What is the temporal resolution? Based on a guess at the length
of the breeding season (60 days), I'm guessing about every 10-12 minutes.
This isn't essential information but would help get a feel for the
data.
Be aware that modeling temporal autocorrelation in a binary
variable may be a little bit tricky -- there are a variety of
approaches, but none are quite as easy as the way one builds
autocorrelation into a normal-response model, by making the residuals
within blocks multivariate normal with a specified autocorrelation. A
few possibilities that spring to mind are (1) because there is
presumably no error in the observations themselves, you could
condition on the previous observation (i.e. put it in as a predictor);
(2) aggregate the data to a coarser temporal scale and fit the data as
binomial (e.g. number of presence/absence values per 2-hour period,
or per day, or some other appropriate period that balances resolution
and lack of autocorrelation); (3) if there are long 'runs' of
presence/absences, aggregate the data down to times when birds entered
or left; (4) [fanciest, but not necessarily worth the trouble or most
appropriate] assume an underlying multivariate normal distribution
that *is* autocorrelated and controls probability of presence
(i.e. a hierarchical model with autocorrelation in the level
below the observation level).
I have a binary response variable, "present", with independent variables
"sex" at 2 levels, "homecolony" at 2 levels, "colony" at 5 levels, and
"period" at 3 levels.
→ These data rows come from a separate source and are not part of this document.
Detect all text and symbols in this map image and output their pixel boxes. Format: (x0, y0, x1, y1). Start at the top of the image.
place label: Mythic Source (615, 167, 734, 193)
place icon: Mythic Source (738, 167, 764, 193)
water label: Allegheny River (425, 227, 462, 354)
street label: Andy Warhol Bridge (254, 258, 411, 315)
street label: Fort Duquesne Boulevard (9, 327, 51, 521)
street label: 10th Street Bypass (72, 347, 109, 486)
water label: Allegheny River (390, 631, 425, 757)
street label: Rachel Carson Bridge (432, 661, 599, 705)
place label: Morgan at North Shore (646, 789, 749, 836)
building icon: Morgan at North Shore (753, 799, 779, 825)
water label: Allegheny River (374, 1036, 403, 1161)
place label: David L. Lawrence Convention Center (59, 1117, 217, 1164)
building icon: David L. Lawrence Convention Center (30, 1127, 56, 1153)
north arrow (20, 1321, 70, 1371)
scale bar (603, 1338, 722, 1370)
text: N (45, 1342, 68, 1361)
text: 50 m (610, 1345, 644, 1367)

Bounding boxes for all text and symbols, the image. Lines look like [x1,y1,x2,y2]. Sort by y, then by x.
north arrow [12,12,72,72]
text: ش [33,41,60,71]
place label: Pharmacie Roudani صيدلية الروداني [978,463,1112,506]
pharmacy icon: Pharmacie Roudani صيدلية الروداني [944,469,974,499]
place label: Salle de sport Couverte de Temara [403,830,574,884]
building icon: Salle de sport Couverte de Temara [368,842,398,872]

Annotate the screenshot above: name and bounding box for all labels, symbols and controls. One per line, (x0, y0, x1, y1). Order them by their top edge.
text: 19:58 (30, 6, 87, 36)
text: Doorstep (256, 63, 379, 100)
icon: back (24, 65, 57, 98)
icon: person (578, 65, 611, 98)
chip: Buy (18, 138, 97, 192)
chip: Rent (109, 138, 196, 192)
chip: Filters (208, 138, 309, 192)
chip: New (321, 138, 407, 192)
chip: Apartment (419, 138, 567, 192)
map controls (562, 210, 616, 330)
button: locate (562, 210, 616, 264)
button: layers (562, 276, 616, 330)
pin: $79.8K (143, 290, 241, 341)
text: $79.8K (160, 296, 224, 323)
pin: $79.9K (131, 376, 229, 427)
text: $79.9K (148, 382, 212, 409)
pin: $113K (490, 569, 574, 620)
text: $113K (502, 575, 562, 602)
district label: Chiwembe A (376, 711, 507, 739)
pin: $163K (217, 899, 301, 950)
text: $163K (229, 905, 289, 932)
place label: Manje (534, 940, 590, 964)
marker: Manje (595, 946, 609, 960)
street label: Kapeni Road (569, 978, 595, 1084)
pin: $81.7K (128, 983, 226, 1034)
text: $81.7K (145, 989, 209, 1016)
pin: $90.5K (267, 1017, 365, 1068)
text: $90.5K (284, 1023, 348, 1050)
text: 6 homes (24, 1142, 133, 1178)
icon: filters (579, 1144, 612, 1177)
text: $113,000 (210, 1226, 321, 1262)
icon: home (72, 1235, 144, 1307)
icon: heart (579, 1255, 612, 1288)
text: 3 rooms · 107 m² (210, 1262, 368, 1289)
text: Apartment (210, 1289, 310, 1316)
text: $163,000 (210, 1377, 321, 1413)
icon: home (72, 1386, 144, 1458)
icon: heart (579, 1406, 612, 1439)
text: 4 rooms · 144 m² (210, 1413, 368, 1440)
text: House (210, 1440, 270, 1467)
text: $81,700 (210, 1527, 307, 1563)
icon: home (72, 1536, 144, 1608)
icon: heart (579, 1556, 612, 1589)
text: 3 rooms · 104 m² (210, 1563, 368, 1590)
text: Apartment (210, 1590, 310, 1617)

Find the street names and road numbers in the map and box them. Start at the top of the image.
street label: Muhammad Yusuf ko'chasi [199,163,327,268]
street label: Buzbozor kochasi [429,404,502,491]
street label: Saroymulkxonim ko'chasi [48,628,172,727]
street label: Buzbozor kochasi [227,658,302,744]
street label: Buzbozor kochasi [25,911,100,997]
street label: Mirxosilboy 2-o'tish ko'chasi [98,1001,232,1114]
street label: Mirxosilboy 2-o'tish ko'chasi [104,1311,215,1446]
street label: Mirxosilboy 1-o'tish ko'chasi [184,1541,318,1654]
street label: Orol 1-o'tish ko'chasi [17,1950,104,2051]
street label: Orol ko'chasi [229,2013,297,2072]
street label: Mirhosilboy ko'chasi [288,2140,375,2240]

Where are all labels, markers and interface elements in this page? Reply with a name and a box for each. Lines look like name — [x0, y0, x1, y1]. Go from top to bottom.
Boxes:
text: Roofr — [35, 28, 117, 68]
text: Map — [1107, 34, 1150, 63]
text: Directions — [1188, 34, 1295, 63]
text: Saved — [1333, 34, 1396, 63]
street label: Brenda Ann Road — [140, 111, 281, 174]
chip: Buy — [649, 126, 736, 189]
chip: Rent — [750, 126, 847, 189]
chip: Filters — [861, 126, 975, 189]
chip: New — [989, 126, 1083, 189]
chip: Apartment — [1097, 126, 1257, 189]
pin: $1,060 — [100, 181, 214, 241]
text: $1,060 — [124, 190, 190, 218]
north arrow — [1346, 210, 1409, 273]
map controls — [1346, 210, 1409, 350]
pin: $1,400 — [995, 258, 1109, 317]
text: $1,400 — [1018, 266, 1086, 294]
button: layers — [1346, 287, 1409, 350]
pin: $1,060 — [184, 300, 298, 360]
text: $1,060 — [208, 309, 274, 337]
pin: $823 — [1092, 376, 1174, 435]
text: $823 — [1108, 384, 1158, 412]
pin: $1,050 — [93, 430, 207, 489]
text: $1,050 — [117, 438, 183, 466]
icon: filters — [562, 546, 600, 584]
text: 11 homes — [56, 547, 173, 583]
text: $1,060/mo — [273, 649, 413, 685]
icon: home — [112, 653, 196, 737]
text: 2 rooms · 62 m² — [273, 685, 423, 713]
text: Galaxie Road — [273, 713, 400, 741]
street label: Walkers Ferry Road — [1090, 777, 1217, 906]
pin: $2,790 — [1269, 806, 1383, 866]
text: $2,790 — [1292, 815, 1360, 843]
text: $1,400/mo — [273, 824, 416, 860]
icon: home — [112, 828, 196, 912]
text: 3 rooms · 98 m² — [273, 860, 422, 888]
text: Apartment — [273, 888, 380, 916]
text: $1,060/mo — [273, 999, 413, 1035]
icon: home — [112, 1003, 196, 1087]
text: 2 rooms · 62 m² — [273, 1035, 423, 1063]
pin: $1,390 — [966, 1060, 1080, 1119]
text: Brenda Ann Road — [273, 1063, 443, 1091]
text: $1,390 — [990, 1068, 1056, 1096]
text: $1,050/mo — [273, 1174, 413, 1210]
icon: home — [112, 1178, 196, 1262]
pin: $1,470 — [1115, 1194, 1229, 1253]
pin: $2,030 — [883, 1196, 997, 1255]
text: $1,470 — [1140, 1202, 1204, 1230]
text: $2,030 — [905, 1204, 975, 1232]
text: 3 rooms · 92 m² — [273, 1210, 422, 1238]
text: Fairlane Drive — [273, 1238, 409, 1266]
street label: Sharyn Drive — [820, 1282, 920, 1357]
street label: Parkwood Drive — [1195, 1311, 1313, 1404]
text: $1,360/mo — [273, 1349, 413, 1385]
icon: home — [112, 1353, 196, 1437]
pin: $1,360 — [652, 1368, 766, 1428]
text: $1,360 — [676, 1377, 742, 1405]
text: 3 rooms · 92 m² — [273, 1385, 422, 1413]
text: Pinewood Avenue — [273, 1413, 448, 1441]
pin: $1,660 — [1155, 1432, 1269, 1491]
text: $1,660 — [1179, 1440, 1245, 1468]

I would like to incorporate "period", "bird" and
"colony" as random effects. Fixed effects are "sex" and "homecolony". The
"bird" variable is what I want the model blocked by.
Practically speaking, you can't treat period as a random effect --
not enough levels.
I am trying to answer the following questions: "Are there differences in
presence between sexes, homecolony, and period?" "Do birds from one
homecolony differ in their use of other colonies (colony)?"
I cannot figure out how to specify that I want the model to block by
subject, i.e. "bird". I have tried incorporating "bird" as a random effect,
but the degrees of freedom still come out to be close to 300,000 which is
near the total number of observations. Can anyone show me syntax that will
incorporate bird as a random effect that the model blocks by subject?
Where are you seeing the degrees of freedom?
I tried following examples from Doug Bates' LME4 book, Chapter 4:
Glmm_FD <- lmer(present ~ 1 + gender + period + homecolony + colony + (1 +
period|bird), data = FD, family = binomial, REML = 0)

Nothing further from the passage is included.